Source data:
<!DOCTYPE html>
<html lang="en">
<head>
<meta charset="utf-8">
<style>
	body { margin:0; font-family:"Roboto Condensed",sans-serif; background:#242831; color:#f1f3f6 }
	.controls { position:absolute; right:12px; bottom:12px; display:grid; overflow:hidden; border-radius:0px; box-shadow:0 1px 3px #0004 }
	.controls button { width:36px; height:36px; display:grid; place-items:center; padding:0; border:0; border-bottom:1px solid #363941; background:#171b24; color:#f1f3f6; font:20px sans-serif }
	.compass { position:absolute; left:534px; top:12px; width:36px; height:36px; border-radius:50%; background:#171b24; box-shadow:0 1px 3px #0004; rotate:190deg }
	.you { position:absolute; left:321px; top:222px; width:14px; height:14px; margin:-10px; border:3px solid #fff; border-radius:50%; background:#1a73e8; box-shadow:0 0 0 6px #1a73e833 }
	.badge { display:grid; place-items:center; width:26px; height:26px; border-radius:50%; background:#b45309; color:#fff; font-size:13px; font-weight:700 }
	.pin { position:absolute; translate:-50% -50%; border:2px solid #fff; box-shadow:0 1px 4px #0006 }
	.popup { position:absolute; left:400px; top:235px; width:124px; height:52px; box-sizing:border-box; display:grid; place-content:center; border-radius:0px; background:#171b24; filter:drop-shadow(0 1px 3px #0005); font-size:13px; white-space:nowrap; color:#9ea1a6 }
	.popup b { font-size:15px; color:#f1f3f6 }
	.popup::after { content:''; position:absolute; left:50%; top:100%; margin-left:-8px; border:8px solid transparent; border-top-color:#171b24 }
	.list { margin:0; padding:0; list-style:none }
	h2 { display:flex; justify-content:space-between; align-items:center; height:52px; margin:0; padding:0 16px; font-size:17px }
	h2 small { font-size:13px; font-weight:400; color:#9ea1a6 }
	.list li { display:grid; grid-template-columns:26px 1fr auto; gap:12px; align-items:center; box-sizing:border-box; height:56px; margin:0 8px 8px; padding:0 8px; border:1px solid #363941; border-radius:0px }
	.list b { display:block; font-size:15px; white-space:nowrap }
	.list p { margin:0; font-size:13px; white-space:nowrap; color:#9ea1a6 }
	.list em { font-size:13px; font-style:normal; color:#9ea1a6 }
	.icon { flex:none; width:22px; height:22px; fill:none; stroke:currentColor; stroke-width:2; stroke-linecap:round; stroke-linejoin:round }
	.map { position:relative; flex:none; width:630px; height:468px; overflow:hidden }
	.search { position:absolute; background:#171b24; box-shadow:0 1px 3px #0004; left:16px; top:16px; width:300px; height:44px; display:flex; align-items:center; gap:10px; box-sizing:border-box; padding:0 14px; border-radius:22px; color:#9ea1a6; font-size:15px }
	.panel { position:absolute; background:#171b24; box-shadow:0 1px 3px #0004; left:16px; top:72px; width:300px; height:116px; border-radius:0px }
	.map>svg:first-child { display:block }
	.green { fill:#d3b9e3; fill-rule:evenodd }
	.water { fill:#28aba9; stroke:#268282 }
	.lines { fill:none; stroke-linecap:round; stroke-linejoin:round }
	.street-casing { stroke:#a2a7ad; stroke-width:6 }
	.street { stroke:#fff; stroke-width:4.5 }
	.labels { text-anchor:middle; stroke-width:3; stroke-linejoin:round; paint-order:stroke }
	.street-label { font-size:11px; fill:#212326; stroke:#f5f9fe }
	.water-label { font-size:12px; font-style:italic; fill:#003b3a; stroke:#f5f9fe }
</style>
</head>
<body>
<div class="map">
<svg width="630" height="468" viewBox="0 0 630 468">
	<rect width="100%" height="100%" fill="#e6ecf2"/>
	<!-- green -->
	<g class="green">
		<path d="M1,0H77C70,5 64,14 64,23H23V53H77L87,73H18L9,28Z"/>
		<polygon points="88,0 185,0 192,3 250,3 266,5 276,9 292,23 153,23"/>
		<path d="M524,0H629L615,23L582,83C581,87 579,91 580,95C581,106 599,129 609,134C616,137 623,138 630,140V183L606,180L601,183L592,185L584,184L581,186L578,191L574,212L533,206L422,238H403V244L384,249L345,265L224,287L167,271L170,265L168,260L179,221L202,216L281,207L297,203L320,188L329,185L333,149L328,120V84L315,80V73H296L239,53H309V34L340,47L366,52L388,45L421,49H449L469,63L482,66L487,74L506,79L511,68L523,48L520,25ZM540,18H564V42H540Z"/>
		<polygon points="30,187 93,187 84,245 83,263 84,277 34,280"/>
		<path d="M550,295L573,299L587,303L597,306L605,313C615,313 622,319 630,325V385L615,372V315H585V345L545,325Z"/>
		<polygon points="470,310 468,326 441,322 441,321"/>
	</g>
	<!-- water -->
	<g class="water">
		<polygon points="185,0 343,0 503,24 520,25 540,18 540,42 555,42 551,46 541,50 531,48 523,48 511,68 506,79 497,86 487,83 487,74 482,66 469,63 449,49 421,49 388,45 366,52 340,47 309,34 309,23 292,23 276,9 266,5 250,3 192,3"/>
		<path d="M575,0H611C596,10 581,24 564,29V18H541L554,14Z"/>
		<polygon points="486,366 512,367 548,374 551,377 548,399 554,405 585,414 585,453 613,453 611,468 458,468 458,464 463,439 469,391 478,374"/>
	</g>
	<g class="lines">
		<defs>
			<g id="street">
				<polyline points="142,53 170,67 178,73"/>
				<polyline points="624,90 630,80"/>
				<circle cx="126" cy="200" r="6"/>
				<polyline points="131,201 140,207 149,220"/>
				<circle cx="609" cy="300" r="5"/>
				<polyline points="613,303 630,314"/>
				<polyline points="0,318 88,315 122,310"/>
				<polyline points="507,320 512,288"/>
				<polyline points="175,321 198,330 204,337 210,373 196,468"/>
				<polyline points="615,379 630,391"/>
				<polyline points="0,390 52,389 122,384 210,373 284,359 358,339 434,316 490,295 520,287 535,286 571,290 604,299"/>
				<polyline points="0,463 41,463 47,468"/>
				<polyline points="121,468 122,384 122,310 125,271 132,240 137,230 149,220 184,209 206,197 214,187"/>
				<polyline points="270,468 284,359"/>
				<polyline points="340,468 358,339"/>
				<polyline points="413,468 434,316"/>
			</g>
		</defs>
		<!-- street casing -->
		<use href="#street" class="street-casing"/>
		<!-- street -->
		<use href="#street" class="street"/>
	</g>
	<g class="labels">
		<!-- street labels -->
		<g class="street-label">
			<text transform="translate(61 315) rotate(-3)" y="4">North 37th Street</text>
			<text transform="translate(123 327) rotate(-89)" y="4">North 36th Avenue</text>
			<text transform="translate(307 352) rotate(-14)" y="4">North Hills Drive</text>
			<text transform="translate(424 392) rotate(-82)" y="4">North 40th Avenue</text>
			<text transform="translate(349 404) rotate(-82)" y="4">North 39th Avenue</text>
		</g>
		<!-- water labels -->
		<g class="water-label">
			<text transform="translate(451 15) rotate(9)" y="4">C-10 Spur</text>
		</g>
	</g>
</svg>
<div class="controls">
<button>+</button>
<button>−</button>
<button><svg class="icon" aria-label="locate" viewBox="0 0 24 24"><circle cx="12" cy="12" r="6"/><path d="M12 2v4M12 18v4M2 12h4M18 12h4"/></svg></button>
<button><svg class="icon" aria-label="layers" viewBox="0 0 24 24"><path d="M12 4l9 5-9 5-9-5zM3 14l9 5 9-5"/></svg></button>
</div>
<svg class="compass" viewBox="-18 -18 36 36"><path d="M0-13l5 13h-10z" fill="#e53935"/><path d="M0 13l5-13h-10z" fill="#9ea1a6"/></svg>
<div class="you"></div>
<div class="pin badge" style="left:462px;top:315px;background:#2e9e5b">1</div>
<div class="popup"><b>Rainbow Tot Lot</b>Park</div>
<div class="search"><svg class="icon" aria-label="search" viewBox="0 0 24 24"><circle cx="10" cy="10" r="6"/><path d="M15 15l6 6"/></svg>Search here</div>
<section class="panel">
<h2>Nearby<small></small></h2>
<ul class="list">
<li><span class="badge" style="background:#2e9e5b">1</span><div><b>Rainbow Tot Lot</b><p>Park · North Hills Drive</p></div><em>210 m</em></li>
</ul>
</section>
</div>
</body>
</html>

Task details: Take the line above containing "fill:none; stroke-linecap:round; stroke-linejoin:round", the line containing "text-anchor:middle; stroke-width:3; stroke-linejoin:round;", and all lines in between, and copy them exactly without anything else.

Problem solution:
	.lines { fill:none; stroke-linecap:round; stroke-linejoin:round }
	.street-casing { stroke:#a2a7ad; stroke-width:6 }
	.street { stroke:#fff; stroke-width:4.5 }
	.labels { text-anchor:middle; stroke-width:3; stroke-linejoin:round; paint-order:stroke }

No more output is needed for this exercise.